Which lines of the records contain the word "MAYO"? Show each of them.
:::
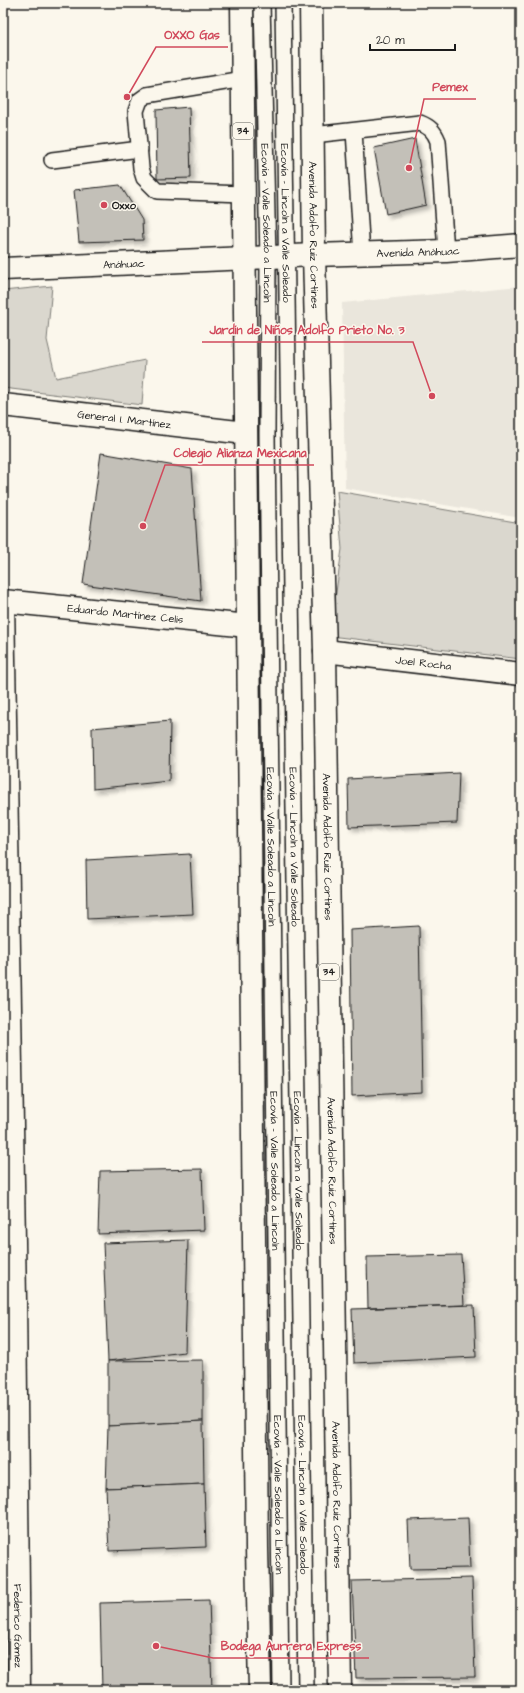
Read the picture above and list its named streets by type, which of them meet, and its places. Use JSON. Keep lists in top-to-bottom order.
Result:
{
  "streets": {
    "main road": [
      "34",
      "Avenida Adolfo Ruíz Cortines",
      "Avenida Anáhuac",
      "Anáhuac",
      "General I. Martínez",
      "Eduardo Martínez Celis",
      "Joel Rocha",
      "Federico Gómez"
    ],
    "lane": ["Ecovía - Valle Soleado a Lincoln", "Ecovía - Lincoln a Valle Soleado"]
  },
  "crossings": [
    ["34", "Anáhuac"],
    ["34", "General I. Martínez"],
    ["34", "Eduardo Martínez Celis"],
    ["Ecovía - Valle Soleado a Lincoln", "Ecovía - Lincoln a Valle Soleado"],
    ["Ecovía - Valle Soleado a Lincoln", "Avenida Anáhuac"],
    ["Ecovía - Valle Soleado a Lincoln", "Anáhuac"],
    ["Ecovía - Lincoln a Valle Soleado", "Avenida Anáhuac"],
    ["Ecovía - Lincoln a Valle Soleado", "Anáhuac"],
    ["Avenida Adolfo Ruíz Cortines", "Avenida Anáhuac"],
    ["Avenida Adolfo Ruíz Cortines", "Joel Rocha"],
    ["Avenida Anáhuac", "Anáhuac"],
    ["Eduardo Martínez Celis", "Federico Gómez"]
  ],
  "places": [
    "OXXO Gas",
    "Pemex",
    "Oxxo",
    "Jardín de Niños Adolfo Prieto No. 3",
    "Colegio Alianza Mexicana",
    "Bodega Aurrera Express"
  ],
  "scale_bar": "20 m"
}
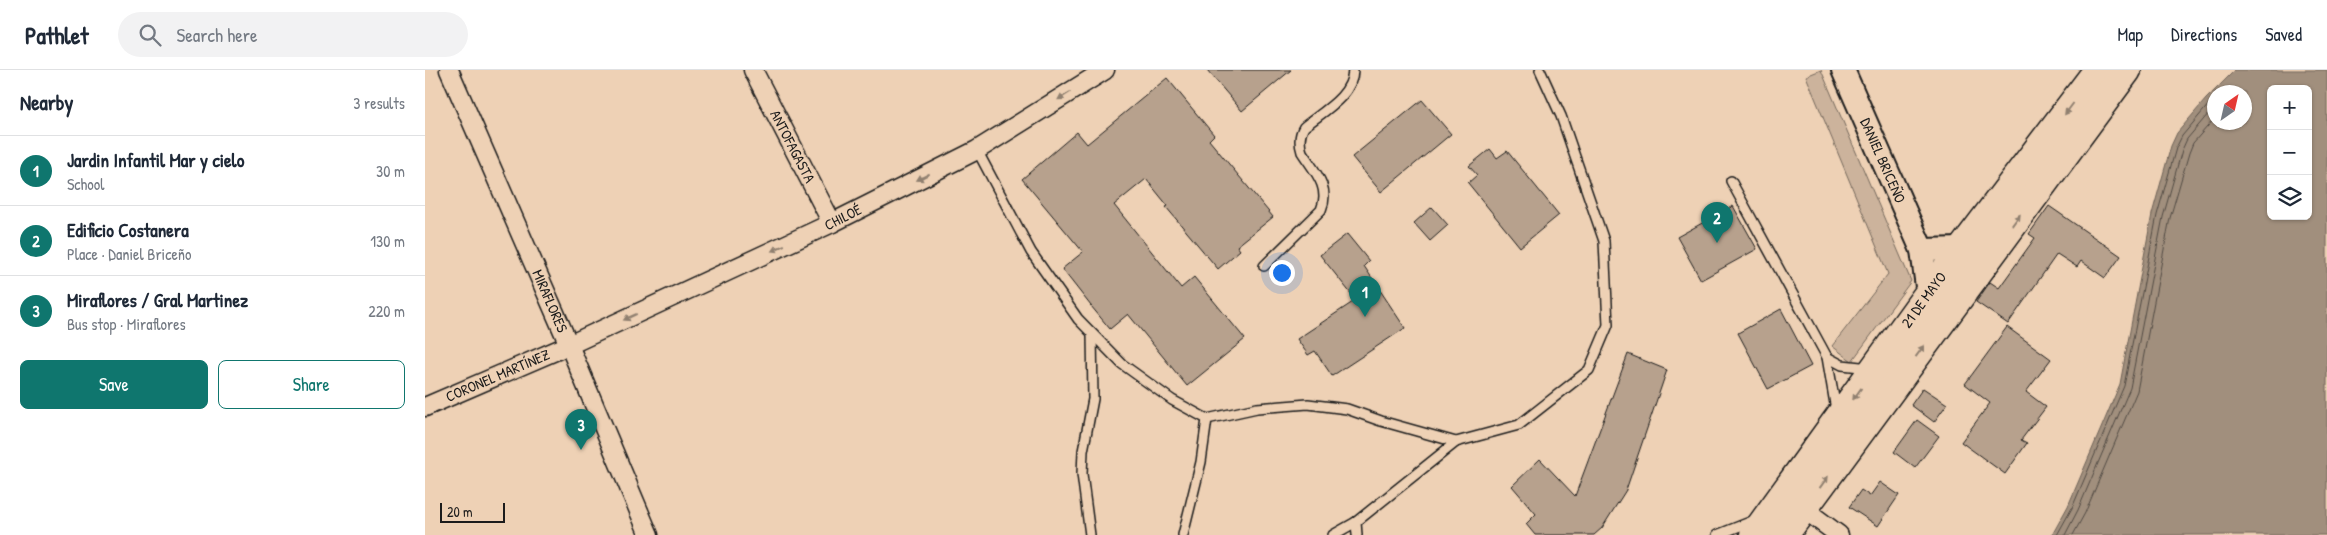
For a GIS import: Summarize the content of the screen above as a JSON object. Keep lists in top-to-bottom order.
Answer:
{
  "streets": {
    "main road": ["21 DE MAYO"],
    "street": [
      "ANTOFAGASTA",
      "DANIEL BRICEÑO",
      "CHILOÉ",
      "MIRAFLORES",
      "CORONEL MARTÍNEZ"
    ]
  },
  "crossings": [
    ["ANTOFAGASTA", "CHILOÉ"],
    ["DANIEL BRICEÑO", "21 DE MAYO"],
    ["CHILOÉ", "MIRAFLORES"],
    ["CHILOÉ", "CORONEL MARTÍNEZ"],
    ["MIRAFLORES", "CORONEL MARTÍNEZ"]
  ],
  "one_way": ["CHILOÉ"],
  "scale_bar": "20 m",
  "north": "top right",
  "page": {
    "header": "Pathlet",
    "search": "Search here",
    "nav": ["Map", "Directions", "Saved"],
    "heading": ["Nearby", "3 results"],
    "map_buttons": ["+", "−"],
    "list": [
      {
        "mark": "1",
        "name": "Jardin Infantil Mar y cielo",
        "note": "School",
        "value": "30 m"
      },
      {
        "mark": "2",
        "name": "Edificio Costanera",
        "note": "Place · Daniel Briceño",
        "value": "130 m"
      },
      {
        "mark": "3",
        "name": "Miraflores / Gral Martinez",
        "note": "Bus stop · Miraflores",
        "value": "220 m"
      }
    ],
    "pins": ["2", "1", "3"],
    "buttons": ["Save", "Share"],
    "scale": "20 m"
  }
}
:::
* ANSWER SPACE
    "main road": ["21 DE MAYO"],
    ["DANIEL BRICEÑO", "21 DE MAYO"],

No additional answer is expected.